06/24/2026 | News release | Distributed by Public on 06/24/2026 13:25
Réunis sous l'égide des Nations Unies, les principaux marchés automobiles - des États-Unis à la Chine, en passant par l'Union européenne, le Japon et le Royaume-Uni - ont adopté le premier cadre réglementaire international consacré aux systèmes de conduite entièrement automatisée.
Élaboré dans le cadre d'un forum mondial pour l'harmonisation des réglementations automobiles convoqué par la Commission économique des Nations Unies pour l'Europe (CEE-ONU), ce règlement vise à établir un socle commun de sécurité afin d'éviter que les constructeurs aient à composer avec une multitude de réglementations nationales. L'objectif est de faciliter le déploiement mondial de ces technologies tout en garantissant un niveau élevé de sécurité.
Le règlement, qui entrera en vigueur dans environ un mois, encadre l'ensemble du cycle de vie des systèmes de conduite automatisée (en anglais, automated driving system ou ADS), depuis leur conception jusqu'à leur exploitation en conditions de conduite réelles.
« Pour les constructeurs, il apporte un cadre plus lisible. Pour les autorités et les usagers, il vise à garantir que les technologies de conduite sans conducteur répondent à des exigences de sécurité strictes », a souligné mercredi la CEE-ONU.
Unsplash/David von Diemar Des constructeurs automobiles comme Tesla utilisent de plus en plus l'intelligence artificielle pour contrôler les véhicules.Le principe est simple, mais ambitieux.
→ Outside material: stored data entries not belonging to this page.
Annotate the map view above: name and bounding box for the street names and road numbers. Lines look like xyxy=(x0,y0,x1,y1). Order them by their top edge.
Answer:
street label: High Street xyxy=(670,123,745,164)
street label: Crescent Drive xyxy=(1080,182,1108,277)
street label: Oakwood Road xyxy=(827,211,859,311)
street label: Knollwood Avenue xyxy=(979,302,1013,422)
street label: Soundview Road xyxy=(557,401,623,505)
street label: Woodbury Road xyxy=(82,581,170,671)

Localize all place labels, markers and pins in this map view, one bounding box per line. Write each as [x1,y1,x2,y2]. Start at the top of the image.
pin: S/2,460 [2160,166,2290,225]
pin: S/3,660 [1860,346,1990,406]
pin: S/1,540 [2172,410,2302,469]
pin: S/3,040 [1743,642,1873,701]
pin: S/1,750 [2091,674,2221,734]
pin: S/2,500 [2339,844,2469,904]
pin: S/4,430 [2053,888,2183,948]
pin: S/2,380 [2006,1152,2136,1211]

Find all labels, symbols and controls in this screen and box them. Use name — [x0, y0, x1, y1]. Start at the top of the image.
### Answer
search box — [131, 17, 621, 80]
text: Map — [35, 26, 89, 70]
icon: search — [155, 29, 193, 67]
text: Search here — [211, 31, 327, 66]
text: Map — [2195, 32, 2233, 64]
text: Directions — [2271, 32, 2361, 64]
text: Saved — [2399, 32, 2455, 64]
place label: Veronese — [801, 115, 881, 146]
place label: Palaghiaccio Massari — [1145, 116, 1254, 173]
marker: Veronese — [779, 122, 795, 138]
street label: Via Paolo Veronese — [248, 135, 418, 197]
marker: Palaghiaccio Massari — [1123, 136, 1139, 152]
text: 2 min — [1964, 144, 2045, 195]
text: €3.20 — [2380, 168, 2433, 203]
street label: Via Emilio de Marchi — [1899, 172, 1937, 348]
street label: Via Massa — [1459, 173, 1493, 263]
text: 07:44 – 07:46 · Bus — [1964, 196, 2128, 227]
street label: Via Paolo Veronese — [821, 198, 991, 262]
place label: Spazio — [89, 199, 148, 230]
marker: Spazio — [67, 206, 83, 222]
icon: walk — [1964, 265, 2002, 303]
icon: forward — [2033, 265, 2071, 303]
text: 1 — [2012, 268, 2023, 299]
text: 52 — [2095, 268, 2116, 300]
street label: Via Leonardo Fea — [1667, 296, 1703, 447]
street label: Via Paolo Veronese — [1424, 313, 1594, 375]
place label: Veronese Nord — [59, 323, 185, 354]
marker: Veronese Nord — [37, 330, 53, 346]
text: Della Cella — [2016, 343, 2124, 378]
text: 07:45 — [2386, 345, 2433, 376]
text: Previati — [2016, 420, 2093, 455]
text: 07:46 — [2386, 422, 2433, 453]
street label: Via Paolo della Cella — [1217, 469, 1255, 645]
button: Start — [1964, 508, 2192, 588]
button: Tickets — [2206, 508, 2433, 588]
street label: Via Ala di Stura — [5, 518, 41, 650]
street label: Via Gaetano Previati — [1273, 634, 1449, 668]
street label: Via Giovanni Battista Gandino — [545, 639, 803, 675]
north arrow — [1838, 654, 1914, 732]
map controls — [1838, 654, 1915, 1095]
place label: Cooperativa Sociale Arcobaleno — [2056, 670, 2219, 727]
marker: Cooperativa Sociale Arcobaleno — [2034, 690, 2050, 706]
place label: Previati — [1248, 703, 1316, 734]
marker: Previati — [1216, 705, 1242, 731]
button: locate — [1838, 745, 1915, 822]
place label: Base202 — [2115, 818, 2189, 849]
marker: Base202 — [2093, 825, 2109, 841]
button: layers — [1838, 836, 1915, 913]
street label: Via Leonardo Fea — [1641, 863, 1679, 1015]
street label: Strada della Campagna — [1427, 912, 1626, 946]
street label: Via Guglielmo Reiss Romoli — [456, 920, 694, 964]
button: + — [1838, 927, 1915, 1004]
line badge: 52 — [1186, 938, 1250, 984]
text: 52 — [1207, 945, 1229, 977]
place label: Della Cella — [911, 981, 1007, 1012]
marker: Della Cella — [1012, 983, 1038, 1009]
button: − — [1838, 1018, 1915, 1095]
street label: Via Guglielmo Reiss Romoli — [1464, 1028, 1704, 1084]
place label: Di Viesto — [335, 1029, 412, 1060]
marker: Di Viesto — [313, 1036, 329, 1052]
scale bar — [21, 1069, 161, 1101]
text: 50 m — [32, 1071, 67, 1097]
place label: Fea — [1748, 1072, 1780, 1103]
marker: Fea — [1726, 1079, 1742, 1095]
Un véhicule entièrement autonome devra démontrer qu'il est capable de conduire au moins aussi bien qu'un conducteur humain compétent.
Les constructeurs devront en apporter la preuve avant toute homologation, au moyen de simulations numériques, d'essais sur circuit et de tests en conditions réelles. Les autorités devront notamment s'assurer que le système est capable d'effectuer l'ensemble des tâches de conduite - diriger le véhicule, accélérer, freiner, signaler ses manœuvres et respecter le code de la route - dans des conditions de circulation variées.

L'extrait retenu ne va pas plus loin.